Paddy Moloney founded The Chieftains 55 years ago, and the band is still going strong. Photo courtesy of the artist.

Every year, without fail, Paddy Moloney and The Chieftains head to the United States for a tour in the weeks leading up to St. Patrick’s Day. They bring their unmistakable authenticity, their immense musical talent and infectious joviality to each and every concert.

This year is no different.

Moloney, who plays the uilleann pipes and tin whistle, is joined on stage by flutist Matt Molloy, Kevin Conneff on the bodhran and vocals, fiddler and dancer Jon Pilatzke, Triona Marshall on harp and keys, Alyth McCormack on vocals and percussion, Tara Breen on the fiddle on saxophone, guitarist Tim Edey and dancers Cara Butler and Nathan Pilatzke. Add to the mix a host of guest artists and local musicians, and by the end of a Chieftains concert, there’s almost no room on stage for all the performers.

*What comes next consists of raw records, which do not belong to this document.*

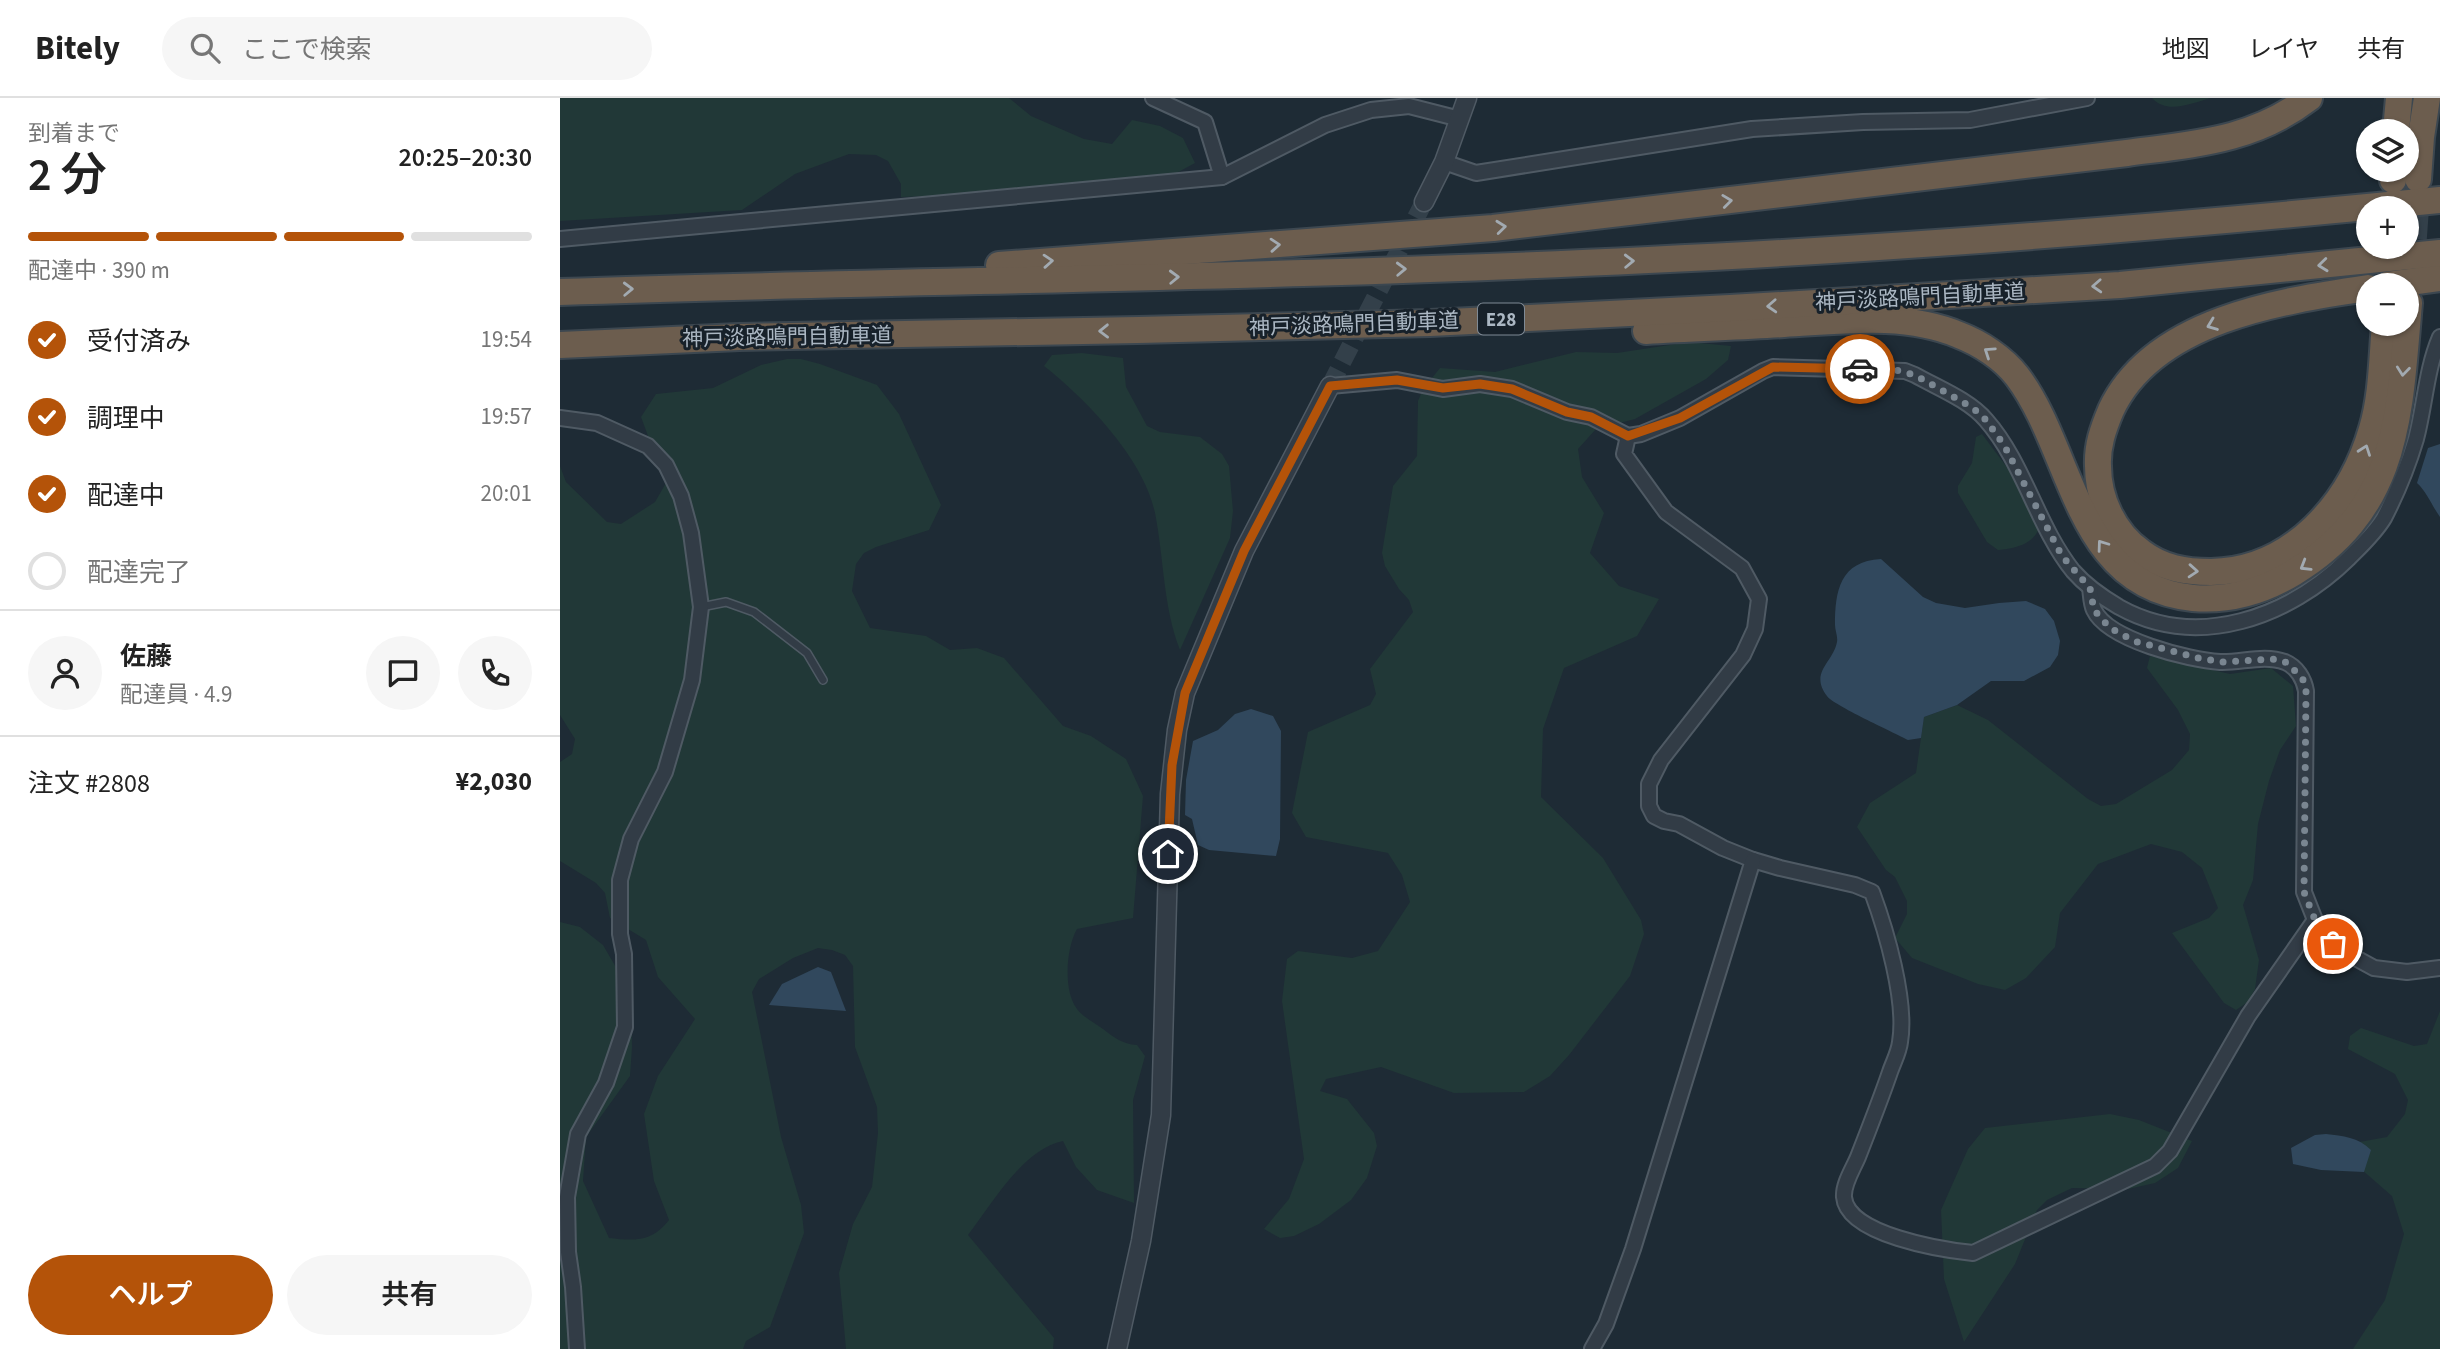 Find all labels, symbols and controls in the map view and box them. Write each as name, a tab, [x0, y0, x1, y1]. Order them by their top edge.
search box	[162, 17, 652, 80]
text: Bitely	[35, 25, 120, 72]
icon: search	[186, 29, 224, 67]
text: ここで検索	[242, 31, 372, 68]
text: 地図	[2162, 32, 2210, 67]
text: レイヤ	[2248, 32, 2319, 67]
text: 共有	[2357, 32, 2405, 67]
text: 到着まで	[28, 117, 120, 150]
map controls	[2356, 119, 2419, 336]
button: layers	[2356, 119, 2419, 182]
text: 20:25–20:30	[399, 139, 532, 176]
text: 2 分	[28, 143, 107, 208]
one-way arrow	[1722, 194, 1733, 209]
button: +	[2356, 196, 2419, 259]
one-way arrow	[1495, 219, 1507, 234]
one-way arrow	[1269, 238, 1280, 253]
text: 配達中 · 390 m	[28, 254, 170, 287]
one-way arrow	[1042, 254, 1053, 269]
one-way arrow	[1624, 254, 1635, 269]
one-way arrow	[2318, 258, 2329, 273]
one-way arrow	[1396, 261, 1407, 276]
one-way arrow	[1169, 269, 1180, 284]
button: −	[2356, 273, 2419, 336]
street label: 神戸淡路鳴門自動車道	[1814, 277, 2026, 317]
one-way arrow	[2091, 278, 2102, 293]
one-way arrow	[623, 282, 634, 297]
one-way arrow	[1766, 298, 1777, 313]
road number: E28	[1478, 304, 1524, 334]
street label: 神戸淡路鳴門自動車道	[1249, 305, 1459, 343]
one-way arrow	[2206, 316, 2218, 330]
street label: 神戸淡路鳴門自動車道	[682, 320, 892, 354]
icon: check	[28, 321, 66, 359]
text: 受付済み	[87, 323, 191, 360]
text: 19:54	[481, 323, 532, 356]
one-way arrow	[1098, 323, 1109, 339]
courier	[1825, 334, 1895, 404]
one-way arrow	[1984, 348, 1997, 360]
icon: car	[1841, 350, 1879, 388]
one-way arrow	[2396, 366, 2411, 377]
icon: check	[28, 398, 66, 436]
text: 調理中	[87, 400, 165, 437]
text: 19:57	[481, 400, 532, 433]
one-way arrow	[2357, 444, 2371, 456]
icon: check	[28, 475, 66, 513]
text: 配達中	[87, 477, 165, 514]
text: 20:01	[481, 477, 532, 510]
one-way arrow	[2098, 540, 2110, 553]
text: 配達完了	[87, 554, 191, 591]
one-way arrow	[2299, 557, 2312, 570]
one-way arrow	[2188, 563, 2199, 578]
button: person	[28, 636, 102, 710]
button: chat	[366, 636, 440, 710]
button: phone	[458, 636, 532, 710]
text: 佐藤	[120, 638, 172, 675]
text: 配達員 · 4.9	[120, 678, 233, 711]
text: ¥2,030	[456, 763, 532, 800]
text: 注文 #2808	[28, 765, 150, 802]
pin	[1138, 824, 1198, 884]
icon: home	[1149, 835, 1187, 873]
pin	[2303, 914, 2363, 974]
icon: bag	[2314, 925, 2352, 963]
button: ヘルプ	[28, 1255, 273, 1335]
button: 共有	[287, 1255, 532, 1335]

That’s exactly the way Moloney likes it; he’s a man with a collaborative spirit.

“People still love us,” Moloney said recently in a phone interview. “It’s quite an exciting show, and some of your local dancers will be joining as well. You can imagine at the end of the evening, how many people could we possibly have on stage.”

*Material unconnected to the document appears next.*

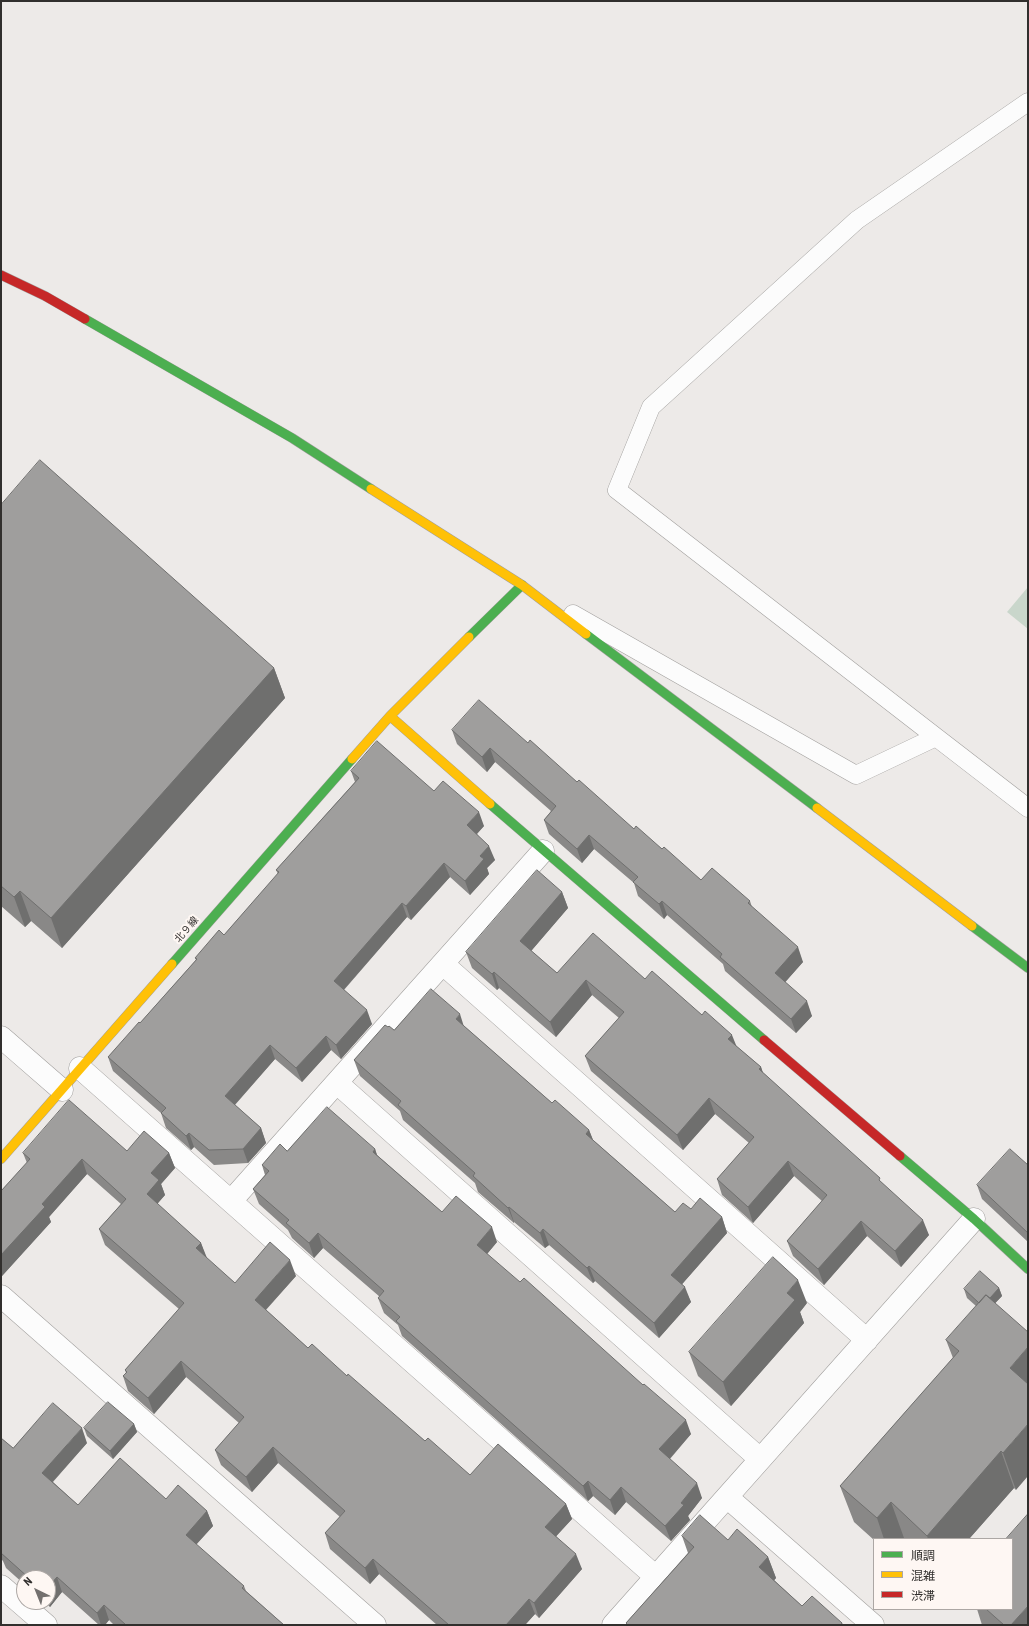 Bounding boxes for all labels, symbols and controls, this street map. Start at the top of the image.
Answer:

Each new tour will bring new additions to the lineup. This year, The Chieftains are pleased to have Breen on stage. “She’s in her 20s,” Moloney said. “She’s a beautiful girl, a fiddle player from County Clare, a unique style of playing and improvising, and she does a few steps as well. She does a bit of dancing, and at the end of show, she takes out her saxophone.”

McCormack comes from an island off the west coast of Scotland, and Moloney said she has the “voice of an angel.” The Pilatzke brothers come from Ottawa, Canada, and will offer the “Ottawa Valley style of dancing.” Another guest artist, Jeff White, is a regular player with Vince Gill. Natalie MacMaster and Donnell Leahy will open the show and also join The Chieftains during the main set.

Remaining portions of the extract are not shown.